== Your assignment ==
Copy each line of the records exactly, stopping only after the line that contains "display:flex; align-items:center; gap:14px;" has been written, and leave pictures out.

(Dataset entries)
======
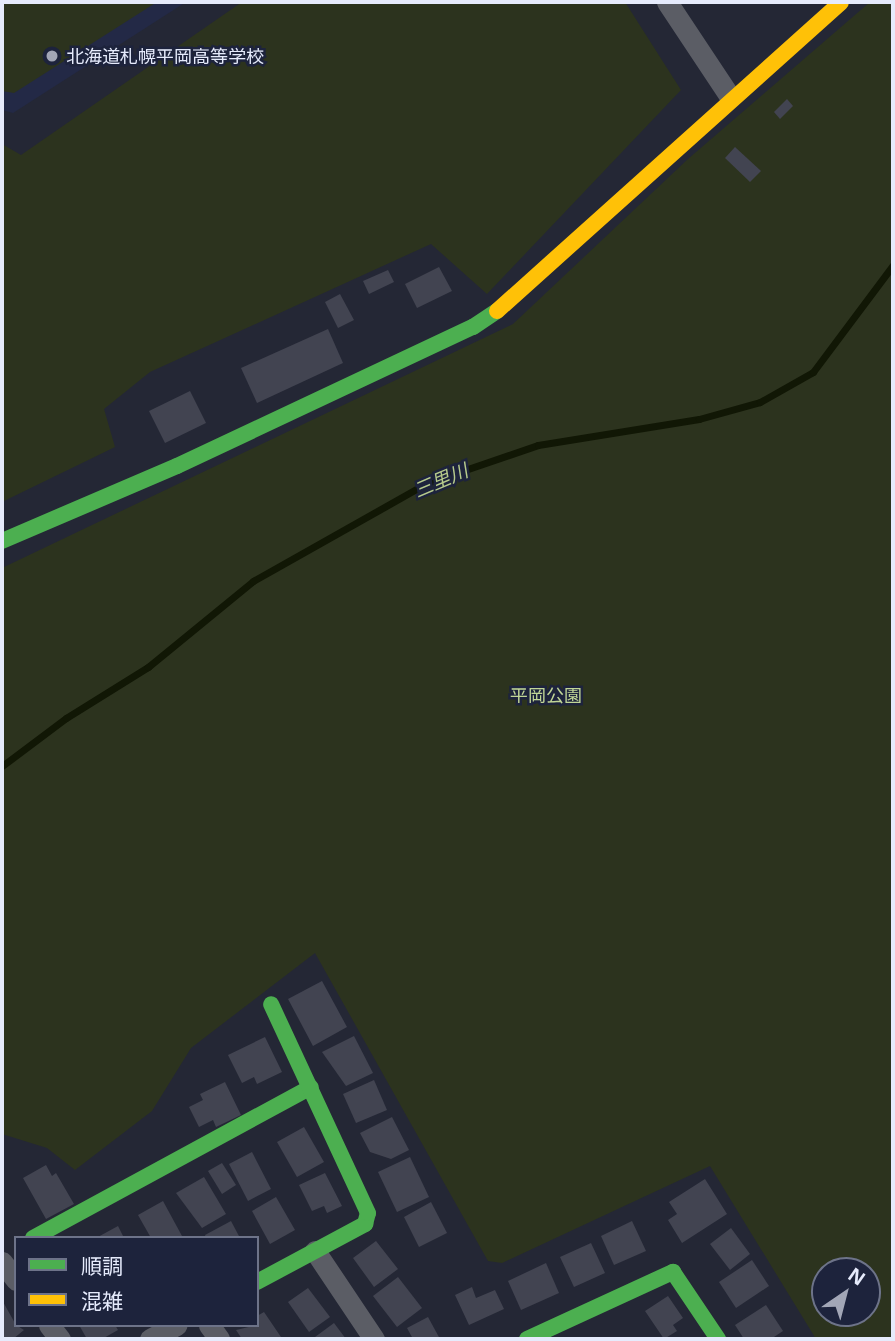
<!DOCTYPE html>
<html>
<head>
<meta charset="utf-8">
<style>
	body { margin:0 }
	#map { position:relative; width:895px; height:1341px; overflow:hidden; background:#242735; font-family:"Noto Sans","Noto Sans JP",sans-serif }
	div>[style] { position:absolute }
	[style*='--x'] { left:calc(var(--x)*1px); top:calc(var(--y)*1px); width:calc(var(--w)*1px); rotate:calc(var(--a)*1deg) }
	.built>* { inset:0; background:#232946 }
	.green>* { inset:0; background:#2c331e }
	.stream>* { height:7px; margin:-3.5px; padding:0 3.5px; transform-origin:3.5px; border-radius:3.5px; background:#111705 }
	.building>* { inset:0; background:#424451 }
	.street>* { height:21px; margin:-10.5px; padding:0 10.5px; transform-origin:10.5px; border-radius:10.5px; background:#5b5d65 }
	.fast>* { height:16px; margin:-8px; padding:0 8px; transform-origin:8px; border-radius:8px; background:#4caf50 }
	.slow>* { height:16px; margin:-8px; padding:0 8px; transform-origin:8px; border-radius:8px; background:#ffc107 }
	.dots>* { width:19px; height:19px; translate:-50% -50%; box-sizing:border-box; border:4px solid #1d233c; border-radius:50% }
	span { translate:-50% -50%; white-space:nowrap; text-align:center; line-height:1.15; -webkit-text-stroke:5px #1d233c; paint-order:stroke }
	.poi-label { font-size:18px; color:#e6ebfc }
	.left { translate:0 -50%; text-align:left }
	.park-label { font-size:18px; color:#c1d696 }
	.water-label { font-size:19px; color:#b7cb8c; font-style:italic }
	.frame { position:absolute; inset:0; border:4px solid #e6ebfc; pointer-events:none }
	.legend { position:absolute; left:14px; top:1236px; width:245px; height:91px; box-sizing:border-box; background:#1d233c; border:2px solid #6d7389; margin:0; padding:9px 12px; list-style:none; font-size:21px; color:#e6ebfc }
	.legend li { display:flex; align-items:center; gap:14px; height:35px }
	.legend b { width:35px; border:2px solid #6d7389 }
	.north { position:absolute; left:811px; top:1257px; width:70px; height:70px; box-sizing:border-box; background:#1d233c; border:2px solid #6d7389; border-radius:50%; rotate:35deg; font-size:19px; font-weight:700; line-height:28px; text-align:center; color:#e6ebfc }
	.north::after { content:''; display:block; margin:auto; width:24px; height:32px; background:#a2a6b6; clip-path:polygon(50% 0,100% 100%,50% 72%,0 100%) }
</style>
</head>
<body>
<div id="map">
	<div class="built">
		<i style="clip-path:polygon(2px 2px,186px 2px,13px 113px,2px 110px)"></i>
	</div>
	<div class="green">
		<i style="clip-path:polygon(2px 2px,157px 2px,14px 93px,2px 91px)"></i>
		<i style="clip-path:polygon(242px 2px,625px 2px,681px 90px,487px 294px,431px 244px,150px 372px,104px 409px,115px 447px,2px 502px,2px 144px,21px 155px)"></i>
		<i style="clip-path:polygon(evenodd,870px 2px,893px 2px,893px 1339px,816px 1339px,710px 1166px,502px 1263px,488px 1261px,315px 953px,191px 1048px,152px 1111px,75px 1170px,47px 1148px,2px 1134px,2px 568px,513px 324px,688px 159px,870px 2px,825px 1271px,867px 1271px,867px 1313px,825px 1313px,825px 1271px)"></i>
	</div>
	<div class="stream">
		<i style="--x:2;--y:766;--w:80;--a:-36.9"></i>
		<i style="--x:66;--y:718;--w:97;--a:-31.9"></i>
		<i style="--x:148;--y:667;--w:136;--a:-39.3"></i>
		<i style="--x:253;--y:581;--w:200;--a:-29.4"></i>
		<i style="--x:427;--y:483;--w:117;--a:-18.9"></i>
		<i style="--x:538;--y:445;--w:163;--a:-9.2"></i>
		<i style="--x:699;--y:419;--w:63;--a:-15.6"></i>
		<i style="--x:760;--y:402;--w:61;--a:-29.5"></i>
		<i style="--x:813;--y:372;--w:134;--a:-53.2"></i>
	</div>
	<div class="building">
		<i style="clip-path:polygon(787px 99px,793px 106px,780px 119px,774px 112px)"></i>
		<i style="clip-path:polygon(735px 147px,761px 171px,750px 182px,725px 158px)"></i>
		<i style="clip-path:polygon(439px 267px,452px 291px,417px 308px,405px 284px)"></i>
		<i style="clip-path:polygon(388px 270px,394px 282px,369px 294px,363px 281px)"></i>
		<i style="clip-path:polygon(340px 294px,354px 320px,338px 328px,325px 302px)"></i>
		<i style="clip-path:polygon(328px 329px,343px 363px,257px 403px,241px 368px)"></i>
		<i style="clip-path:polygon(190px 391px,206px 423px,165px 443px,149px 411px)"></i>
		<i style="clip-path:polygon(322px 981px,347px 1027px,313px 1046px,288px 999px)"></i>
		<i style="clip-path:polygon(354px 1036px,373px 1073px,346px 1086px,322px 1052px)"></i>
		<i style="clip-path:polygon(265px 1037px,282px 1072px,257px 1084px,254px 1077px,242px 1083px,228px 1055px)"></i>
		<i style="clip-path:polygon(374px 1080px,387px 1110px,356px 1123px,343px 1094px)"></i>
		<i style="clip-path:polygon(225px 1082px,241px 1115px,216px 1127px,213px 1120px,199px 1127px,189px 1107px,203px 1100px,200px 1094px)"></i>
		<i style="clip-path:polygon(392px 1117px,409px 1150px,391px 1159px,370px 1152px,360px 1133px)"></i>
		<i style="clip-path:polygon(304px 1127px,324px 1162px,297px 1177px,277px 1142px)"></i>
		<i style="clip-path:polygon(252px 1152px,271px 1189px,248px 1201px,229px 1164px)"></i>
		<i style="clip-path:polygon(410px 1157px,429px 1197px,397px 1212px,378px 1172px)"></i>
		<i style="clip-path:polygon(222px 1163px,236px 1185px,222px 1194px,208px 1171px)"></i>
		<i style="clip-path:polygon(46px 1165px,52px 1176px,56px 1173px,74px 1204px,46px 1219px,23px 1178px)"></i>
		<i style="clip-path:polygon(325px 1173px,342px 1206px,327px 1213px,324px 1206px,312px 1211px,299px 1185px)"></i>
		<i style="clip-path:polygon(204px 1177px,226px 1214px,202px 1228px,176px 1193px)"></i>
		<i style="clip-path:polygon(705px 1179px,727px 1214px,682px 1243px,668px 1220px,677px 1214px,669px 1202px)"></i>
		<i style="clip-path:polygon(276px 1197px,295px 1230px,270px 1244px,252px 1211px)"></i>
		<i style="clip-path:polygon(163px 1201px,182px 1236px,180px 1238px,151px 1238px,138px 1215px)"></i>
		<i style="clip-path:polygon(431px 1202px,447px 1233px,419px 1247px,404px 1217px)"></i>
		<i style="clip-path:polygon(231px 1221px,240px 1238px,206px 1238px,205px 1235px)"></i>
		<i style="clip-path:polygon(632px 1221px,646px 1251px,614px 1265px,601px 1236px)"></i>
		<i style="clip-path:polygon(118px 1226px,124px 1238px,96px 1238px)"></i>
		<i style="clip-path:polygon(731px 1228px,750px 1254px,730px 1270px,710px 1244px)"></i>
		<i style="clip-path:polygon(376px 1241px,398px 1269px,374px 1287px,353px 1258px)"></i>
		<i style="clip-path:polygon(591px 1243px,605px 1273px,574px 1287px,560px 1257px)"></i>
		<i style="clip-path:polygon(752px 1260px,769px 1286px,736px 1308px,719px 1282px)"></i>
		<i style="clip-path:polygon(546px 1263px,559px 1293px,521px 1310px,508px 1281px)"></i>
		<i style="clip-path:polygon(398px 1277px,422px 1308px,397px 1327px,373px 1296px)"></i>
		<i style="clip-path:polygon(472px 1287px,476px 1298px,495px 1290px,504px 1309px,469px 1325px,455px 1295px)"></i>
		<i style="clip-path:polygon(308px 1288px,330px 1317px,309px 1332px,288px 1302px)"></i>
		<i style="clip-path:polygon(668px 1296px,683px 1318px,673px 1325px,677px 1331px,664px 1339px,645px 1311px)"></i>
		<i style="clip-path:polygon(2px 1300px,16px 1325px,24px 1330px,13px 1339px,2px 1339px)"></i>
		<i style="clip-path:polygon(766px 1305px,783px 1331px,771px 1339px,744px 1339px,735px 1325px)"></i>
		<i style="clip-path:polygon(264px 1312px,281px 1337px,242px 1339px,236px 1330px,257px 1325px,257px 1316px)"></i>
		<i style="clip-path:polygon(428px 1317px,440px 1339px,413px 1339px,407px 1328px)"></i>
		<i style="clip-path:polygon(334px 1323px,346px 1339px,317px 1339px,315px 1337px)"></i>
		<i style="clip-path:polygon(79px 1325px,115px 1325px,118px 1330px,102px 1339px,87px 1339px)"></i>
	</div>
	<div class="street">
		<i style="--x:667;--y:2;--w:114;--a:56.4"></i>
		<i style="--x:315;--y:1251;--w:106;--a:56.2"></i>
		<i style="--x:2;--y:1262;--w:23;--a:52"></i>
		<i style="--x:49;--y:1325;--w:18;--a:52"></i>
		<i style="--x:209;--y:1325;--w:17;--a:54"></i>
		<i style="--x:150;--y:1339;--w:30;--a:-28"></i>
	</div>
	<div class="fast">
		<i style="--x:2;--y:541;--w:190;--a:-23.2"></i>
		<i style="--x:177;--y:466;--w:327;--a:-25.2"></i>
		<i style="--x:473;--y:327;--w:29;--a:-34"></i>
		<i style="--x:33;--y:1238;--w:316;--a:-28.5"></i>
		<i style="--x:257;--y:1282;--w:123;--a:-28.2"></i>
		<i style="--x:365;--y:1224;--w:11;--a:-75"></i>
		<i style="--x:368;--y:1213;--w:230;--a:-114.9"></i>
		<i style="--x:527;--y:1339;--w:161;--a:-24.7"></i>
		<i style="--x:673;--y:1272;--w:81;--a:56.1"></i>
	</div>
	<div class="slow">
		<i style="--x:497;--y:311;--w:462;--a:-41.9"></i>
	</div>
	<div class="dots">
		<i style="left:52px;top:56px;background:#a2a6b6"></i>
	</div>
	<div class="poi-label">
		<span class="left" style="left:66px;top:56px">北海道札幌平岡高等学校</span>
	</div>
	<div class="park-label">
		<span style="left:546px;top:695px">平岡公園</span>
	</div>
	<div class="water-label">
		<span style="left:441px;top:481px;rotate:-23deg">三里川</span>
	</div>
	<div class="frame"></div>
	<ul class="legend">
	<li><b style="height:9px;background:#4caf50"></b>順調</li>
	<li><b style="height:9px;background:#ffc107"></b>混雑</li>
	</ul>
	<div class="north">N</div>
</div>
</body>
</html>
======
== Result ==
<!DOCTYPE html>
<html>
<head>
<meta charset="utf-8">
<style>
	body { margin:0 }
	#map { position:relative; width:895px; height:1341px; overflow:hidden; background:#242735; font-family:"Noto Sans","Noto Sans JP",sans-serif }
	div>[style] { position:absolute }
	[style*='--x'] { left:calc(var(--x)*1px); top:calc(var(--y)*1px); width:calc(var(--w)*1px); rotate:calc(var(--a)*1deg) }
	.built>* { inset:0; background:#232946 }
	.green>* { inset:0; background:#2c331e }
	.stream>* { height:7px; margin:-3.5px; padding:0 3.5px; transform-origin:3.5px; border-radius:3.5px; background:#111705 }
	.building>* { inset:0; background:#424451 }
	.street>* { height:21px; margin:-10.5px; padding:0 10.5px; transform-origin:10.5px; border-radius:10.5px; background:#5b5d65 }
	.fast>* { height:16px; margin:-8px; padding:0 8px; transform-origin:8px; border-radius:8px; background:#4caf50 }
	.slow>* { height:16px; margin:-8px; padding:0 8px; transform-origin:8px; border-radius:8px; background:#ffc107 }
	.dots>* { width:19px; height:19px; translate:-50% -50%; box-sizing:border-box; border:4px solid #1d233c; border-radius:50% }
	span { translate:-50% -50%; white-space:nowrap; text-align:center; line-height:1.15; -webkit-text-stroke:5px #1d233c; paint-order:stroke }
	.poi-label { font-size:18px; color:#e6ebfc }
	.left { translate:0 -50%; text-align:left }
	.park-label { font-size:18px; color:#c1d696 }
	.water-label { font-size:19px; color:#b7cb8c; font-style:italic }
	.frame { position:absolute; inset:0; border:4px solid #e6ebfc; pointer-events:none }
	.legend { position:absolute; left:14px; top:1236px; width:245px; height:91px; box-sizing:border-box; background:#1d233c; border:2px solid #6d7389; margin:0; padding:9px 12px; list-style:none; font-size:21px; color:#e6ebfc }
	.legend li { display:flex; align-items:center; gap:14px; height:35px }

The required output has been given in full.